Tentava me lembrar do motivo pelo qual eu estava ali. À minha volta, a planície a se perder de vista, furtando do sol raios escorregadores nas flores de capim, para pintar o chão ora de lilás, ora de dourado, ora de cor não sabida, tamanha a profusão. Lá e cá, alguma árvore se erguia escoteira e, se eram poucas, dispersas e longínquas, ausentes eram os humanos, ou vestígios deles, posto que, ao que parecia, somente a minha sombra dava sinal de algum, ou seja, eu mesmo.
Eu girava o corpo, aguçava a visão e nada. De onde eu teria vindo? Por que estava naquele lugar amplo e deserto de gente? Parecia que o mundo abrira ali uma lacuna, um mar de terra. No céu, nada. Sol e azul. Nem nuvem.

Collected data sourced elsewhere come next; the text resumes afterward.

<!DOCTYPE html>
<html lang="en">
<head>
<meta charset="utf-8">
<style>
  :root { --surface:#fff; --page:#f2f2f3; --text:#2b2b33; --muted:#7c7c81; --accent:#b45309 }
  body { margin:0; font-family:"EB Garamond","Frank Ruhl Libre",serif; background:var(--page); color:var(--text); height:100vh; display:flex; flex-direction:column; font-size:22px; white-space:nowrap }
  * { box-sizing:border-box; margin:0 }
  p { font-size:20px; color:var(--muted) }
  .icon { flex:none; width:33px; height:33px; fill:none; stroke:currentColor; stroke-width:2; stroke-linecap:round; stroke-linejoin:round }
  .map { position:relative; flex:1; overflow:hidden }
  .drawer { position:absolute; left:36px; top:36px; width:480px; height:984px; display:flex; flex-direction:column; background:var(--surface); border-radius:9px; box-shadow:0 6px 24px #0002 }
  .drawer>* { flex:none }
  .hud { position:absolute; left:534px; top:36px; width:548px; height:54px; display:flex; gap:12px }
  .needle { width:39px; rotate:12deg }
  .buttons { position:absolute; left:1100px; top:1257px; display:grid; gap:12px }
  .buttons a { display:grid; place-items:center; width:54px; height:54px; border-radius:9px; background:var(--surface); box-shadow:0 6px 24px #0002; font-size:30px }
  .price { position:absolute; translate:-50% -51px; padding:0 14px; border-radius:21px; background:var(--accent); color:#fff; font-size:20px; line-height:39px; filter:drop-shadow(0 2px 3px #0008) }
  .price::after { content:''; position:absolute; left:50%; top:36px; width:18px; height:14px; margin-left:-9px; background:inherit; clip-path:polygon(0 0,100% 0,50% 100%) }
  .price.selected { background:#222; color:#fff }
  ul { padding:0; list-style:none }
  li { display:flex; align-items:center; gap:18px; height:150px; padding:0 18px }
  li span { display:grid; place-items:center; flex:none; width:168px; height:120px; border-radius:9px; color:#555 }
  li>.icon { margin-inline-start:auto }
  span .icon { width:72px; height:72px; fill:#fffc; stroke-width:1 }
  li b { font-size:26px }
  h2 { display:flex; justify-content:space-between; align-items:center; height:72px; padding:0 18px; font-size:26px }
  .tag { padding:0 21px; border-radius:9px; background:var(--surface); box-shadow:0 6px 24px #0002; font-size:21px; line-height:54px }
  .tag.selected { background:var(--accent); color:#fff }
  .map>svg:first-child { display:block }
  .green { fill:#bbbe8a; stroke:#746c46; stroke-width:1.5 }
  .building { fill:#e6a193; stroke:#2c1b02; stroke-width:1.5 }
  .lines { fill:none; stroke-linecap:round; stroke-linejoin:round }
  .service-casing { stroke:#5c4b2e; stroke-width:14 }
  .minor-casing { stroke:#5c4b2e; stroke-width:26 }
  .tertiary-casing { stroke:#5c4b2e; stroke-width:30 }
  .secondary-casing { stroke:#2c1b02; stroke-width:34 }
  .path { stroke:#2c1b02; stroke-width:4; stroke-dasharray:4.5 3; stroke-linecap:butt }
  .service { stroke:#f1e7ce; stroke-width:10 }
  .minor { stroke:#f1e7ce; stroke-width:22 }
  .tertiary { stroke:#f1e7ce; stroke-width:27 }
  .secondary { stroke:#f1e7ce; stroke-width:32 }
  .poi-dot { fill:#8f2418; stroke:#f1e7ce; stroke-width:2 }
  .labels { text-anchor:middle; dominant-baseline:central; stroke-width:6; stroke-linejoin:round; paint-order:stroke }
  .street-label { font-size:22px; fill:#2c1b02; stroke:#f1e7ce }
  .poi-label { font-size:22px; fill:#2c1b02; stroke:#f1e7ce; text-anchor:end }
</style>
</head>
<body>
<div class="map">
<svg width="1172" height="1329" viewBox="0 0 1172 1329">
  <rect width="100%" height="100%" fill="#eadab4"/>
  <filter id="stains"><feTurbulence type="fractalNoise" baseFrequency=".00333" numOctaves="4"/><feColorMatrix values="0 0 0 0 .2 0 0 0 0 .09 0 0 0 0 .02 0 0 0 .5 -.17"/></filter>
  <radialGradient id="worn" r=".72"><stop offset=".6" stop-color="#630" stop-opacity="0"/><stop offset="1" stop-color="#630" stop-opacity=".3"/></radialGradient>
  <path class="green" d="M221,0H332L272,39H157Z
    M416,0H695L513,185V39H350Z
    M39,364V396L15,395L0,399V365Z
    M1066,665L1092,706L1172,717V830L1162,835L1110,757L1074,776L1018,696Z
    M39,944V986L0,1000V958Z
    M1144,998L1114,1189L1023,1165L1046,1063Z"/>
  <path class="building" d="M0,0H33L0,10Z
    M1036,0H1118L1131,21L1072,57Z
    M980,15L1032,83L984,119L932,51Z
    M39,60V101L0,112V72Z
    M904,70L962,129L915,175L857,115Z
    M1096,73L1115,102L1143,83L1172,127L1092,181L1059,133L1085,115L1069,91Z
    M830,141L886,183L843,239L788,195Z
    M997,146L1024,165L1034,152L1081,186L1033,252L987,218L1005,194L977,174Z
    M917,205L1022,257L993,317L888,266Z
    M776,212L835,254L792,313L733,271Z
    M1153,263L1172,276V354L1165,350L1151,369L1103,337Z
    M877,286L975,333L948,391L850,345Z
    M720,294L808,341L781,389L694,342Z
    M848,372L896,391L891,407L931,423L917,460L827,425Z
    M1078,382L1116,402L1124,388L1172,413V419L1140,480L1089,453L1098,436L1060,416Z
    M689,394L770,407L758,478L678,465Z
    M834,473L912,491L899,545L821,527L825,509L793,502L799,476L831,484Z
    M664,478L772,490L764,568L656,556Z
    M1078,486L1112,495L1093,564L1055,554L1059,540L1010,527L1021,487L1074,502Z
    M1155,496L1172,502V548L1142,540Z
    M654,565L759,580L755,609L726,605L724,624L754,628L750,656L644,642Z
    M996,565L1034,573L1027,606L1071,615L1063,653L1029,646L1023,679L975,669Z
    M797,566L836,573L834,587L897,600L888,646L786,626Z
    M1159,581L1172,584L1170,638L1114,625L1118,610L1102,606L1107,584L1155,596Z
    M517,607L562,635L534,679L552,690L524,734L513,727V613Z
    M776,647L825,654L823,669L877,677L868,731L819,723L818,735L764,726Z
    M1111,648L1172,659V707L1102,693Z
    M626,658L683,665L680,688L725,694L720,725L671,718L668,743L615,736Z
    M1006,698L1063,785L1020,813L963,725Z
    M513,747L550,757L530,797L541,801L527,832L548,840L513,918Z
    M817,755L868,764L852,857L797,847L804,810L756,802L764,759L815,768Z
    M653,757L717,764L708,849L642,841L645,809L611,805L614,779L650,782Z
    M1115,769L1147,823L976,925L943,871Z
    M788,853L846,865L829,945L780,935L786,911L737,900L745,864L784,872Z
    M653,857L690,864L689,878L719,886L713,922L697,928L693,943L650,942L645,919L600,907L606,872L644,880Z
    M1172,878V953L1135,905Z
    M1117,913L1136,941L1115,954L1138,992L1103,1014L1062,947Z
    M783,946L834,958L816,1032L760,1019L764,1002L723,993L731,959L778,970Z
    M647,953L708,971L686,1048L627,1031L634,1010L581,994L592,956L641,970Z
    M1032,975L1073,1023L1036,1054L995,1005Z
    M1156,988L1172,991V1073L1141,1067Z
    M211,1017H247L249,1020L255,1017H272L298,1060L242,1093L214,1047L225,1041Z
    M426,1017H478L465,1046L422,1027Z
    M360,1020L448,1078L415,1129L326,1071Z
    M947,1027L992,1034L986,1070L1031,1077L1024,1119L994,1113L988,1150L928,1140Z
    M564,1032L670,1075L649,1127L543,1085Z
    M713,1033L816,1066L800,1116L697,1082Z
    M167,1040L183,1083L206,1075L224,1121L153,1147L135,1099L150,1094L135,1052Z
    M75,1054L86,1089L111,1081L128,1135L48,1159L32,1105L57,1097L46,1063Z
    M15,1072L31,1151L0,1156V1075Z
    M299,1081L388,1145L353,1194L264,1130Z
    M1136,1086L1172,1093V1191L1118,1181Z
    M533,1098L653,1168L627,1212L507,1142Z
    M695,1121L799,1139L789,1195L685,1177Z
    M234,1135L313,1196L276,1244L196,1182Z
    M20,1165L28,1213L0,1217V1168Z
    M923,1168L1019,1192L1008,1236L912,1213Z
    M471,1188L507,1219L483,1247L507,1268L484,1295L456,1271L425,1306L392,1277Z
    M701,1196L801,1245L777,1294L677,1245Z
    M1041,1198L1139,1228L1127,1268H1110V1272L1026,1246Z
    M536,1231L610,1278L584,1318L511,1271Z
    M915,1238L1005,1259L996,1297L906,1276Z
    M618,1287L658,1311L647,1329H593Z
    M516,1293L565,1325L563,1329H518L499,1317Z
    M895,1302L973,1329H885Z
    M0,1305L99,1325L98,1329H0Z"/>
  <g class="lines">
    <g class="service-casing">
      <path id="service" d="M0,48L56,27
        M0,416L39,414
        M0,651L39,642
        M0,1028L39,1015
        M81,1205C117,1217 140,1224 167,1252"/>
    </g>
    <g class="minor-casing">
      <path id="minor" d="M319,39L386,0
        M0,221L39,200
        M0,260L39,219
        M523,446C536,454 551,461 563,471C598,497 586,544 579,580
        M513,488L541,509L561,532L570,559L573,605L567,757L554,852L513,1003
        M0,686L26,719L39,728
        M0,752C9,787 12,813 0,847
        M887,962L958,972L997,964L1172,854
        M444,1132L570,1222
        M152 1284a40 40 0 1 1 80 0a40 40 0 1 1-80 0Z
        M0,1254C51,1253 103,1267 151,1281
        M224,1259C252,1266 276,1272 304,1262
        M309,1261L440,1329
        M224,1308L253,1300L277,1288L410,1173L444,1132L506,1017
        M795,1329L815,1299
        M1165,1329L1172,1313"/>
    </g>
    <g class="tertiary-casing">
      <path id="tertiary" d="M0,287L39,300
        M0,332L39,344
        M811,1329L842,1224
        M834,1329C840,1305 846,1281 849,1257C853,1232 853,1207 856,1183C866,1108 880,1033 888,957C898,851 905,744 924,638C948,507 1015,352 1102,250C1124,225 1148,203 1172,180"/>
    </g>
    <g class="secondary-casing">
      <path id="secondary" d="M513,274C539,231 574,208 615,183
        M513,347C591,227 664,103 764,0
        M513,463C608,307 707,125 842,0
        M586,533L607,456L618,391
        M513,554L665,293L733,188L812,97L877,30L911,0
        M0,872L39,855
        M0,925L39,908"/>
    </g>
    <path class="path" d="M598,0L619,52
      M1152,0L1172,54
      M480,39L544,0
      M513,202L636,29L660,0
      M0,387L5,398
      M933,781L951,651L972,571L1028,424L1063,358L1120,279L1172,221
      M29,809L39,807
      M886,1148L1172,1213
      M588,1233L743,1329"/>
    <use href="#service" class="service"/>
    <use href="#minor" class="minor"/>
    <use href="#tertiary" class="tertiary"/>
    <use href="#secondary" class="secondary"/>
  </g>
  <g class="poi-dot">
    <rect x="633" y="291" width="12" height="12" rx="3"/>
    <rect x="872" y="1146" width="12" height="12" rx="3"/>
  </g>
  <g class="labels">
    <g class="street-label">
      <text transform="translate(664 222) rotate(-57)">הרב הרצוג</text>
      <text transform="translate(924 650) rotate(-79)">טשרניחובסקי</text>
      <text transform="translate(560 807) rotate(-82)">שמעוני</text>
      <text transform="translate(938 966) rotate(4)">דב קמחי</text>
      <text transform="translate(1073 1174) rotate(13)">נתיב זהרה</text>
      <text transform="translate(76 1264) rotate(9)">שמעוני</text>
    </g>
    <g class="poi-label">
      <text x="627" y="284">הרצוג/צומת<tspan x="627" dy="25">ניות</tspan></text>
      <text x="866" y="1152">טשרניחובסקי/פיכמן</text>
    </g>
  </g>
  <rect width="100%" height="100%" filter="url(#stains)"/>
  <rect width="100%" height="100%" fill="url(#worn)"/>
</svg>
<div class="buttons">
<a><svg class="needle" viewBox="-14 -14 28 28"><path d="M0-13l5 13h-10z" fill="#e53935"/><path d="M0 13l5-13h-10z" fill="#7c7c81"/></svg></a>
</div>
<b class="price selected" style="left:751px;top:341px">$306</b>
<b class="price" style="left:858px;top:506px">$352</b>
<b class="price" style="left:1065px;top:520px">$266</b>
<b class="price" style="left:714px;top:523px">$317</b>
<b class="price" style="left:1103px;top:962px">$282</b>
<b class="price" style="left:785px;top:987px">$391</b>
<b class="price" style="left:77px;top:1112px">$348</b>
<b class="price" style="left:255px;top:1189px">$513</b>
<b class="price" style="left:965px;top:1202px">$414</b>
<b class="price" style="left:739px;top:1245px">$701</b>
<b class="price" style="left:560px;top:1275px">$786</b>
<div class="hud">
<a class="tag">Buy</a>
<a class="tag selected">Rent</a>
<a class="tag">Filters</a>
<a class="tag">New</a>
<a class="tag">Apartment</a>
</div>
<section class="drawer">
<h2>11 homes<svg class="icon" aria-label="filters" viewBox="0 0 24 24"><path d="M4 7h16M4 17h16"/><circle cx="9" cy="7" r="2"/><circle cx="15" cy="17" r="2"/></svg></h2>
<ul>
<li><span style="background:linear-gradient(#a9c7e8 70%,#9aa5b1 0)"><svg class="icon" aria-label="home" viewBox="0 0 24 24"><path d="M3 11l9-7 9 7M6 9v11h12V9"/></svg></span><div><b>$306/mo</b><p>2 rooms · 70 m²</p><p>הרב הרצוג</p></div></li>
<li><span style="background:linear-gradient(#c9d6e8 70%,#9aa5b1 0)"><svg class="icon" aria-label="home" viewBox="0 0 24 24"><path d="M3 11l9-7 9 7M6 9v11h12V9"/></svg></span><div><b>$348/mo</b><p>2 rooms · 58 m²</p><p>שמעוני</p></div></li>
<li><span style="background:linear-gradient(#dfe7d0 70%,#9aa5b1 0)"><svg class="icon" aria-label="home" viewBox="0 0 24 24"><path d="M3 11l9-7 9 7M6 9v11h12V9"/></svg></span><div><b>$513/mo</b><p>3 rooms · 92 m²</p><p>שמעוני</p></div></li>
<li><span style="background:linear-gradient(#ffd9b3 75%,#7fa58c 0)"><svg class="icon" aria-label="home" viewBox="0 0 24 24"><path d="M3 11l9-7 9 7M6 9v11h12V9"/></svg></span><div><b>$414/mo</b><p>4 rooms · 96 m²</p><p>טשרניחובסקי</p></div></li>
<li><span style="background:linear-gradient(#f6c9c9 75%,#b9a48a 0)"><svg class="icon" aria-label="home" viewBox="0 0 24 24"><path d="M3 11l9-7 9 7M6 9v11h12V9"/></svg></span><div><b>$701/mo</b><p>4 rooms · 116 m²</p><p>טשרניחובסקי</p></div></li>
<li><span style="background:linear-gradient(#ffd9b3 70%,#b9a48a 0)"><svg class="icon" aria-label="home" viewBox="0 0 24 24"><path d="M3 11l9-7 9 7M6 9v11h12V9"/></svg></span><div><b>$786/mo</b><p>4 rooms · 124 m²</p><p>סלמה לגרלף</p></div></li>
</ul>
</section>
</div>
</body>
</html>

A minha língua colada aos dentes, preguiçosa de se fazer soltar. A sede de quem chega à sede do inferno. Eu arrastava os pés, com o esforço dos grilhões.
O tempo passou, passou e eu vi alguma coisa a divergir da paisagem sonolenta. Plantada no meio do nada estava a cruz. De longe, parecia ser pequena, uma cruzinha de cemitério. Talvez alguém tivesse morrido por ali e outro passante lhe houvesse feito a sepultura, plantando a cruz sem lápide. Mas era um sinal dos humanos, de civilização, e isso me animou. Mudei o rumo, se é que tinha algum. Firmei o olhar na pequena e longínqua cruz e caminhei naquela direção.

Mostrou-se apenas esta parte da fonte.